Alan Lee Esq. Answers:
Since you’ve previously worked in the U.S. under an O visa and already filed a National Interest Waiver (NIW) petition (which shows immigrant intent), an O-1 visa is more aligned with your profile. F-1 is a nonimmigrant visa that requires proof of nonimmigrant intent, which conflicts with your I-140 filing and clear long-term immigration goal. Applying for an F-1 has a higher risk of rejection due to immigrant intent concerns. O-1 while not a dual intent visa (allowing both nonimmigrant and immigrant intents) lies in a gray area in which we have seen consular approvals even while I-140 petitions have been filed or approved. The issuance is within the discretion of consular officers.

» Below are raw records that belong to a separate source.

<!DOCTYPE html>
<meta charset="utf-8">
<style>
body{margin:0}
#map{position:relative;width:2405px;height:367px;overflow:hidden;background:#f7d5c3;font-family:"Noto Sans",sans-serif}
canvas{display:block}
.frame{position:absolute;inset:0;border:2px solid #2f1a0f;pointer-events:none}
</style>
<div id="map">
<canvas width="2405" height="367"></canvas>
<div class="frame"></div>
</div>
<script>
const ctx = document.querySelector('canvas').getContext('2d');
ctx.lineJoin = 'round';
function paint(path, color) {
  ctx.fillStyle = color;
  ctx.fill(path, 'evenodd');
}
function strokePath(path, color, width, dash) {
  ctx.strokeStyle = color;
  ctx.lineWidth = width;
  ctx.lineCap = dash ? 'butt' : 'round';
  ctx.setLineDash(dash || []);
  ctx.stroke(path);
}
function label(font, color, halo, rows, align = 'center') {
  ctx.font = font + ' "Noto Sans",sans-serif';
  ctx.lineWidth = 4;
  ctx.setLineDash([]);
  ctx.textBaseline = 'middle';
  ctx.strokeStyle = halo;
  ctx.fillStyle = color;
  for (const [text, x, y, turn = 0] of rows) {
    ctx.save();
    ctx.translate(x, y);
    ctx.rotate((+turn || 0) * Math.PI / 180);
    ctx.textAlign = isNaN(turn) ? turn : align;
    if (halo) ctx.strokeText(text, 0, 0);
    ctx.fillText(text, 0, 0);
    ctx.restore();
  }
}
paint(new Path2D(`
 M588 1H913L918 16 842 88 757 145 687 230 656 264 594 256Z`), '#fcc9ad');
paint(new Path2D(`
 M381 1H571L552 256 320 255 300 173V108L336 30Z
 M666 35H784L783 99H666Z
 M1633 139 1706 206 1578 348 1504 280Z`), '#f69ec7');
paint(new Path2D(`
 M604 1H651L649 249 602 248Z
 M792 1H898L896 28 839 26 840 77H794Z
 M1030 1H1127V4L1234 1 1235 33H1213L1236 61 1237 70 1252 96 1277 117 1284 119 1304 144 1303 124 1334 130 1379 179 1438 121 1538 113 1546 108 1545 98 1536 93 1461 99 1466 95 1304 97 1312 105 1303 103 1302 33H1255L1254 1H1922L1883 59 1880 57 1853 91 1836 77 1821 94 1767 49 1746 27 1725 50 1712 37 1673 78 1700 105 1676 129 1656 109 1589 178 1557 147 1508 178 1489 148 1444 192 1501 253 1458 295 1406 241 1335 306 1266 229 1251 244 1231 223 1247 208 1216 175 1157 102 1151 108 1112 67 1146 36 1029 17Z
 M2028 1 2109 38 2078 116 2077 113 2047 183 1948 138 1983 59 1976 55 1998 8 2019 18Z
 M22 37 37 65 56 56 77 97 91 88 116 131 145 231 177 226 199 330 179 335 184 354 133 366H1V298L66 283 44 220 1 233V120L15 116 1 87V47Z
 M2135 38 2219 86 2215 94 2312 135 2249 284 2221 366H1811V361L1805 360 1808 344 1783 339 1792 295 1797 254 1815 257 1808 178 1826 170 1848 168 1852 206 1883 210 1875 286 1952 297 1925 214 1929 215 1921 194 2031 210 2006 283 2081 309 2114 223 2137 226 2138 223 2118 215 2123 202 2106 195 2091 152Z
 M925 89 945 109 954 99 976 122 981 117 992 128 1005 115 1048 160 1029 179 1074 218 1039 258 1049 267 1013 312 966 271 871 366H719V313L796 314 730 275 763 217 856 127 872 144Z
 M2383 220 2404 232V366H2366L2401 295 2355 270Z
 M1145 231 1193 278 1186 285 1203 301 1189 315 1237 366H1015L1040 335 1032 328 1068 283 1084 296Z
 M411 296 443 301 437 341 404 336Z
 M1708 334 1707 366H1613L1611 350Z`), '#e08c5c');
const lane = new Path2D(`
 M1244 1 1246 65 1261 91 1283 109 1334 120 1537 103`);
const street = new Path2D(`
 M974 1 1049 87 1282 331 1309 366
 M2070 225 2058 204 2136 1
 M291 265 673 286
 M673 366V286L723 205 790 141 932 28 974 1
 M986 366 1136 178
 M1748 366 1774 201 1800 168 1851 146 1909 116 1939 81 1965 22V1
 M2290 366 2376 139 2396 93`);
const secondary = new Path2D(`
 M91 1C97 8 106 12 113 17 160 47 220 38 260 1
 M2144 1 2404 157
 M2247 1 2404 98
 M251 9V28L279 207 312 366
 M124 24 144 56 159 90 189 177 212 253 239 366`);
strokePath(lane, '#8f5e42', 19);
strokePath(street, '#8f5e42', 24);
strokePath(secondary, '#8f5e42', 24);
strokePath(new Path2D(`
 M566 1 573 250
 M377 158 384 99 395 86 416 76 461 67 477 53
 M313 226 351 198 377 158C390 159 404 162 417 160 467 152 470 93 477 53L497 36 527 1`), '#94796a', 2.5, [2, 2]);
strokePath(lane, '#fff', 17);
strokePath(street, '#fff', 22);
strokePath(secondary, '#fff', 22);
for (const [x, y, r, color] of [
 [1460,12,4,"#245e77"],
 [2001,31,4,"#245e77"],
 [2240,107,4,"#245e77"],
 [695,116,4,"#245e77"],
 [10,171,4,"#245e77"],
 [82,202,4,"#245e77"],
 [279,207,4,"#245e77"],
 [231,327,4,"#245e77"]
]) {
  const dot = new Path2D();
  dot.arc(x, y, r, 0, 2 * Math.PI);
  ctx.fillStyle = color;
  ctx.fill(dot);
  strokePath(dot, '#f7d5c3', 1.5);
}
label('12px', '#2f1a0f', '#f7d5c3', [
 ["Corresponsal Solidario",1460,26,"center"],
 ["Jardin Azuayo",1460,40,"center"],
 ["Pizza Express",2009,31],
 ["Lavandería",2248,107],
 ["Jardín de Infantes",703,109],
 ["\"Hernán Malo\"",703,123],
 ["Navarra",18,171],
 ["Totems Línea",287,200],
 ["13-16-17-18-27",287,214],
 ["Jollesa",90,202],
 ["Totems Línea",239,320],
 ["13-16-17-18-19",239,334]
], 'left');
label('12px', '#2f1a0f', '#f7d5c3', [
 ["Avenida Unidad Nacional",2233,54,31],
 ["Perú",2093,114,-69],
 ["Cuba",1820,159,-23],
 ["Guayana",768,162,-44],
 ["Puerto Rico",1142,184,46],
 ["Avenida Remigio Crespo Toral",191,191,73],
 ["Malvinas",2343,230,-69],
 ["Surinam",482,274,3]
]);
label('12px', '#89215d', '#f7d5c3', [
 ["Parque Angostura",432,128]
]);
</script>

4. The use of advance parole does not invalidate your H-1B status

A reader asks:
I’ve had my combo card for half a year now, and I plan to return to China for the Spring Festival early next year. I heard that if I re-enter the U.S. using the combo card, my H-1B will automatically become invalid. Should I apply for an H-1B visa and use that to return to the U.S. in order to maintain my status? I’ve never left the U.S. since getting my H-1B.

Alan Lee, Esq. answers:
Besides our general warning that nonimmigrants in the US should not take unnecessary trips outside the US because of the present political climate against immigration and nonimmigrant students by this administration, recent events have shown that Chinese students especially will be heavily vetted when they travel and reenter the country. To your specific question, the use of advance parole does not invalidate your H-1B status under legacy INS policy, and you are allowed to work for the H-1B employer and apply for extension of H-1B status when your present H-1B petition begins to expire.

5. USCIS often issues the I-693 (medical) RFE months early

A reader asks:
I originally applied under EB-2 but later downgraded to EB-3. I received my combo card in May. EB-3’s Chart A hasn’t become current yet—still about a month to go—but I received a request for a medical RFE by email. Does this mean the case is in the final review stage? If I submit the medicals, will I get the green card without waiting for Chart A? Or does it still need to be current to issue the card? I have a feeling Chart A might move forward in November.

Alan Lee, Esq. answers:
USCIS often issues the I-693 (medical) RFE months early so your case is “ready to go.” They still may not approve the I-485 until your Final-Action Date (Chart A) is current. You simply upload the sealed I-693 now and wait; if Chart A becomes current, your case can hopefully be approved quickly.

Alan Lee, Esq. Q&As published on the World Journal Weekly on July 6, 2025:1. Security checks can vary in duration

1. Security checks can vary in duration

A reader asks:
I applied for immigration as an outstanding talent and applied for premium processing. Now, the application has been over 45 working days, and there is still no news. The lawyer sent an email to USCIS, and the reply said it was a security check issue. How long does this security check usually take?

Alan Lee Esq. answers:
Security checks can vary in duration. While most are resolved within weeks to a few months, there’s no fixed limit. Some can unfortunately take several months or longer, especially for individuals with foreign degrees, international work experience, or if their name matches someone on a government watchlist. Your lawyer may continue to track your case with the premium processing unit of the service center holding your case.